| WORK INSTRUCTIONS |
Of all the lines below, return only those starting with the line holding "height:4.5px; margin:-2.25px; padding:0" and going on through the line holding "height:6px; margin:-3px; padding:0", exactly as written.

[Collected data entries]
■ ■ ■ ■

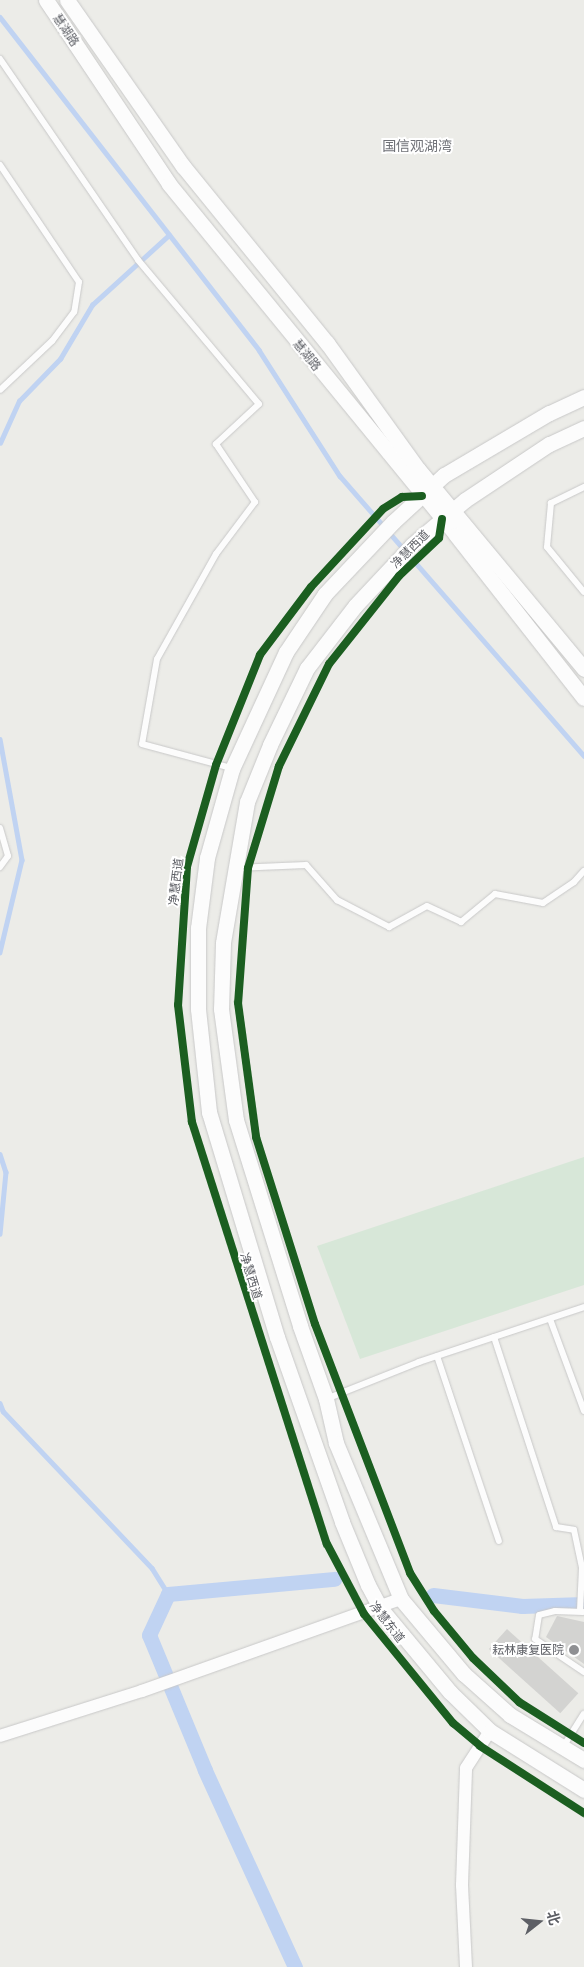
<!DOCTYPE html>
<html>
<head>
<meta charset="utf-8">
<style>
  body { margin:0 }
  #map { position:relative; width:584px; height:1967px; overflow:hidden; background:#ecece8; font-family:Lato,"Noto Sans SC",sans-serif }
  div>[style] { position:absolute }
  .green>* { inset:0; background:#d7e7d8 }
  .stream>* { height:4.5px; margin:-2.25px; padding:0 2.25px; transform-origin:2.25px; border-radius:2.25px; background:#c0d3f2 }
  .canal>* { height:15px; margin:-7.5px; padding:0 7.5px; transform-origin:7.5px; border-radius:7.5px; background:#c0d3f2 }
  .building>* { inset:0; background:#d3d3d1; transform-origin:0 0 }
  .roads { filter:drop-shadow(0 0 1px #c8c8c8) drop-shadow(0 0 1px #c8c8c8) }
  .service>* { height:6px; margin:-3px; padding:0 3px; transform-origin:3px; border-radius:3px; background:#fcfcfc }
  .minor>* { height:12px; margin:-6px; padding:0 6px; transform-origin:6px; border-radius:6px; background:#fcfcfc }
  .tertiary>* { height:15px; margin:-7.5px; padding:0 7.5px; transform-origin:7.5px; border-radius:7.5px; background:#fcfcfc }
  .cycleway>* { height:8px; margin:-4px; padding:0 4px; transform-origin:4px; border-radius:4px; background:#1b5e20 }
  .dots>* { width:14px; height:14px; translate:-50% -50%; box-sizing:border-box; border:2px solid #fff; border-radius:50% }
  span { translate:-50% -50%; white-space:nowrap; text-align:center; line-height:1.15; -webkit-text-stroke:4px #fff; paint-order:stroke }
  .street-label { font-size:12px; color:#5d5f65 }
  .poi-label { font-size:12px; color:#5d5f65 }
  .right { translate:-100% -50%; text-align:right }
  .neighbourhood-label { font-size:14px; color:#6f7177 }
  .north { position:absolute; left:514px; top:1897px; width:50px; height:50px; -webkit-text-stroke:4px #fff; paint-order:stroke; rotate:74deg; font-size:14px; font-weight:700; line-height:20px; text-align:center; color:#5d5f65 }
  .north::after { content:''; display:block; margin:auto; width:18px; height:22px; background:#5d5f65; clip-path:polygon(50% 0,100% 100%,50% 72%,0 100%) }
</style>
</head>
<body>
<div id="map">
  <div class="green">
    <i style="clip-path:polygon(584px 1157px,584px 1285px,360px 1359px,317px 1246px)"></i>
  </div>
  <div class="stream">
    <i style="left:0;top:17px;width:422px;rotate:52.1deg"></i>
    <i style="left:259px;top:350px;width:150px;rotate:57.3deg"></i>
    <i style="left:340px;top:476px;width:371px;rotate:48.9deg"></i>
    <i style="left:0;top:443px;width:46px;rotate:-65.7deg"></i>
    <i style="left:19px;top:401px;width:59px;rotate:-45.7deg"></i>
    <i style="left:60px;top:359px;width:63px;rotate:-59.3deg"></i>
    <i style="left:92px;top:305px;width:104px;rotate:-42.3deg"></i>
    <i style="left:0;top:739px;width:123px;rotate:79.7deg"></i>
    <i style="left:22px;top:860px;width:95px;rotate:103.4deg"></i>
    <i style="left:0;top:1154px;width:19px;rotate:72deg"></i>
    <i style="left:6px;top:1172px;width:62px;rotate:95.5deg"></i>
    <i style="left:0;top:1403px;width:9px;rotate:69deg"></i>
    <i style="left:3px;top:1411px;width:216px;rotate:46.5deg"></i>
    <i style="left:152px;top:1568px;width:31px;rotate:58deg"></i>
  </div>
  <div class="canal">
    <i style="left:433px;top:1595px;width:90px;rotate:7deg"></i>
    <i style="left:522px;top:1606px;width:62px;rotate:-1.8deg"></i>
    <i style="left:295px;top:1967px;width:217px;rotate:-114.6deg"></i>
    <i style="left:205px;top:1770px;width:146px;rotate:-112.5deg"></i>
    <i style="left:149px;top:1635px;width:45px;rotate:-65.1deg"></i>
    <i style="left:168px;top:1594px;width:167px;rotate:-5.2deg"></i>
  </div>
  <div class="building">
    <i style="clip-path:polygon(557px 1616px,584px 1622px,584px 1664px,546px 1637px)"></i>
    <i style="left:507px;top:1629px;width:96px;height:27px;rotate:42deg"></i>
  </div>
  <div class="roads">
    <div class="service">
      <i style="left:0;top:59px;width:244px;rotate:55.5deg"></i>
      <i style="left:138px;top:260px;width:188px;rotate:50deg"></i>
      <i style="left:259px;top:404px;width:59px;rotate:137.1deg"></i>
      <i style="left:216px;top:444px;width:70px;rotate:56.1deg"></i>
      <i style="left:255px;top:502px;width:65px;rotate:126.9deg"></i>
      <i style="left:216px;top:554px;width:120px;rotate:119.3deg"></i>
      <i style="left:157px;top:659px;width:86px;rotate:100deg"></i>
      <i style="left:142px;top:744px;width:92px;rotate:15.1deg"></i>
      <i style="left:0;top:165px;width:141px;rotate:56deg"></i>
      <i style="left:79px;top:282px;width:30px;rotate:99deg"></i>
      <i style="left:74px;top:312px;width:36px;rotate:127deg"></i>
      <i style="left:52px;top:341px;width:71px;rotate:136.7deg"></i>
      <i style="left:584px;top:487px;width:37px;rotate:154deg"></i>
      <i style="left:551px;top:503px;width:44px;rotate:95.2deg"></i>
      <i style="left:547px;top:547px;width:58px;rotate:50.6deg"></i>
      <i style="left:0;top:828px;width:29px;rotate:74deg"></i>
      <i style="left:8px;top:856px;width:14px;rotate:126deg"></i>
      <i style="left:235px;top:868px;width:71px;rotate:-2.4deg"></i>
      <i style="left:306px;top:865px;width:47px;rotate:48.5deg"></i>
      <i style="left:337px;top:900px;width:59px;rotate:27.4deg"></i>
      <i style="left:389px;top:927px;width:43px;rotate:-28.9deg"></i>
      <i style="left:427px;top:906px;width:38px;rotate:25deg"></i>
      <i style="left:461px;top:922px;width:44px;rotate:-39.5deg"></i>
      <i style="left:495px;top:894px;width:49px;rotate:10.6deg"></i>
      <i style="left:543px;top:903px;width:37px;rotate:-34deg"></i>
      <i style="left:574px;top:882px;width:15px;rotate:-48deg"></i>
      <i style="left:550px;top:1319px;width:98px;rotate:69.7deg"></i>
      <i style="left:494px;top:1337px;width:200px;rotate:71.9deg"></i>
      <i style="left:556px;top:1527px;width:18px;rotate:9deg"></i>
      <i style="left:574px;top:1530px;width:39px;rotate:78deg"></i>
      <i style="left:582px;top:1568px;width:43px;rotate:92.7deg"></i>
      <i style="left:437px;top:1356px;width:195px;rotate:71.5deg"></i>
      <i style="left:326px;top:1399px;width:100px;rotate:-21.7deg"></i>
      <i style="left:419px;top:1362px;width:174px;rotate:-18.4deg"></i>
      <i style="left:583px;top:1612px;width:28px;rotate:-178deg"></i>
      <i style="left:555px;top:1611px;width:16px;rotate:166deg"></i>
      <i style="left:539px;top:1615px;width:24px;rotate:99deg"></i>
      <i style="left:535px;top:1639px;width:59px;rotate:34deg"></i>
      <i style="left:563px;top:1747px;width:39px;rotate:-58deg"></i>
    </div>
    <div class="minor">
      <i style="left:0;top:1736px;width:149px;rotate:-17.6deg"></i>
      <i style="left:142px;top:1691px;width:275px;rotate:-19.6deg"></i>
      <i style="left:466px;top:1967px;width:82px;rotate:-92.8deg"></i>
      <i style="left:462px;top:1885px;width:117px;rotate:-88deg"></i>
      <i style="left:466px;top:1768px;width:44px;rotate:-57deg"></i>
    </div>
    <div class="tertiary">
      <i style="left:46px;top:0;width:221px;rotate:56.2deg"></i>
      <i style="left:169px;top:184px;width:453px;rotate:50.7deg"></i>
      <i style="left:456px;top:535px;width:207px;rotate:51.9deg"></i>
      <i style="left:67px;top:0;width:203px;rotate:55.1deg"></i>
      <i style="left:183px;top:166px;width:228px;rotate:50.9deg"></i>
      <i style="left:327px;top:343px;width:155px;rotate:54.2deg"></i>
      <i style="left:418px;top:469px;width:260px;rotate:50.3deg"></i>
      <i style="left:584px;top:397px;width:38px;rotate:155deg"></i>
      <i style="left:549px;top:413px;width:122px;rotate:149.4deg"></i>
      <i style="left:444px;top:475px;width:69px;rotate:137.3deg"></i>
      <i style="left:393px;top:522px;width:99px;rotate:133.4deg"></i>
      <i style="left:325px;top:594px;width:70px;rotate:123.9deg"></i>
      <i style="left:286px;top:652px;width:129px;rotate:114.8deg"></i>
      <i style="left:232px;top:769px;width:92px;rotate:105.7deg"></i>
      <i style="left:207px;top:858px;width:71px;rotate:97.3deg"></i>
      <i style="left:198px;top:928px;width:81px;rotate:90deg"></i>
      <i style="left:198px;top:1009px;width:104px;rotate:83.9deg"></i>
      <i style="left:209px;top:1112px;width:235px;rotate:73.2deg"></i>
      <i style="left:277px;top:1337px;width:196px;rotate:70.6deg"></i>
      <i style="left:342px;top:1522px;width:68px;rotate:67.6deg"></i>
      <i style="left:368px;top:1585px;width:27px;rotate:62deg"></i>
      <i style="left:381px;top:1609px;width:108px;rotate:50.3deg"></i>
      <i style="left:450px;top:1692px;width:56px;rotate:44.3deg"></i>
      <i style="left:490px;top:1731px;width:111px;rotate:32.1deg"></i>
      <i style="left:584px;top:428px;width:38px;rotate:155deg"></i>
      <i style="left:549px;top:444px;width:101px;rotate:146.3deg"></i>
      <i style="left:465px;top:500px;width:70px;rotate:139.7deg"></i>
      <i style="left:412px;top:545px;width:83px;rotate:133.1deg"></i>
      <i style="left:355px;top:606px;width:78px;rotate:127.7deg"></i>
      <i style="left:307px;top:668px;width:85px;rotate:115.7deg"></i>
      <i style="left:270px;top:745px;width:61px;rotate:112deg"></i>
      <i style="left:247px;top:802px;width:143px;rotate:99.7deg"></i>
      <i style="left:223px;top:943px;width:66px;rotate:91.7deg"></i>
      <i style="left:221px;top:1009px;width:112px;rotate:82.3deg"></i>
      <i style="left:236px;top:1120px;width:216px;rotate:72.7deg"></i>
      <i style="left:300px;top:1326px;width:77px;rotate:70.4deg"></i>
      <i style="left:326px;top:1399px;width:45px;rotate:77.2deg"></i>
      <i style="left:336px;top:1443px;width:169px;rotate:67.4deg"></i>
      <i style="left:401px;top:1599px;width:98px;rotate:50deg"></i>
      <i style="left:464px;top:1674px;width:62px;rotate:41.7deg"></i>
      <i style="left:510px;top:1715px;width:87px;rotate:31.3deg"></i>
    </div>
  </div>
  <div class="cycleway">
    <i style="left:422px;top:496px;width:20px;rotate:177deg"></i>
    <i style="left:402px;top:497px;width:22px;rotate:148deg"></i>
    <i style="left:383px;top:509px;width:106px;rotate:132.7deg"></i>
    <i style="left:311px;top:587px;width:85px;rotate:126.9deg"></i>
    <i style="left:260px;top:655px;width:118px;rotate:111.8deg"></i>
    <i style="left:216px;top:765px;width:106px;rotate:105.9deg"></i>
    <i style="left:187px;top:867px;width:138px;rotate:93.7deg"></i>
    <i style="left:178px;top:1005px;width:118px;rotate:83.2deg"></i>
    <i style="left:192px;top:1122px;width:443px;rotate:72.3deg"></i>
    <i style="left:327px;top:1544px;width:79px;rotate:62.1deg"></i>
    <i style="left:364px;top:1614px;width:141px;rotate:50.8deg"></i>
    <i style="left:453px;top:1723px;width:35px;rotate:40deg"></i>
    <i style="left:480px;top:1746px;width:124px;rotate:32.8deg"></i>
    <i style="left:442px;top:519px;width:19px;rotate:99deg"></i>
    <i style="left:439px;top:538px;width:55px;rotate:136.5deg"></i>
    <i style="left:399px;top:576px;width:112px;rotate:128.5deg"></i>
    <i style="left:329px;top:664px;width:114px;rotate:116.1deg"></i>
    <i style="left:279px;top:766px;width:107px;rotate:106.9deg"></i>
    <i style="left:248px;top:868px;width:135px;rotate:94.2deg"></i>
    <i style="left:238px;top:1003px;width:135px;rotate:82.3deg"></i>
    <i style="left:256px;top:1137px;width:196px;rotate:72.5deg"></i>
    <i style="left:315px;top:1324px;width:267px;rotate:69.1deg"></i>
    <i style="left:410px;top:1573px;width:45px;rotate:57.7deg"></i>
    <i style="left:434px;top:1611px;width:61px;rotate:50.3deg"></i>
    <i style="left:473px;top:1658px;width:64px;rotate:43.7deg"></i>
    <i style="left:519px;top:1702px;width:77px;rotate:32.2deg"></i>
  </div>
  <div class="dots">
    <i style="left:574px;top:1650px;background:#8f9093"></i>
  </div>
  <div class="street-label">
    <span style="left:66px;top:30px;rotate:56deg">慧湖路</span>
    <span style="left:307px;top:355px;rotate:51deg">慧湖路</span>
    <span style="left:410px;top:549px;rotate:-45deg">净慧西道</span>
    <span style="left:176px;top:882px;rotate:-83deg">净慧西道</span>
    <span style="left:251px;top:1276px;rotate:73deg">净慧西道</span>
    <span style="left:387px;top:1622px;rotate:52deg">净慧东道</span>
  </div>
  <div class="poi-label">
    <span class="right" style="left:564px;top:1650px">耘林康复医院</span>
  </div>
  <div class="neighbourhood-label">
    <span style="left:417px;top:146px">国信观湖湾</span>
  </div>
  <div class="north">北</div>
</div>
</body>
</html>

■ ■ ■ ■

| ANSWER SPACE |
  .stream>* { height:4.5px; margin:-2.25px; padding:0 2.25px; transform-origin:2.25px; border-radius:2.25px; background:#c0d3f2 }
  .canal>* { height:15px; margin:-7.5px; padding:0 7.5px; transform-origin:7.5px; border-radius:7.5px; background:#c0d3f2 }
  .building>* { inset:0; background:#d3d3d1; transform-origin:0 0 }
  .roads { filter:drop-shadow(0 0 1px #c8c8c8) drop-shadow(0 0 1px #c8c8c8) }
  .service>* { height:6px; margin:-3px; padding:0 3px; transform-origin:3px; border-radius:3px; background:#fcfcfc }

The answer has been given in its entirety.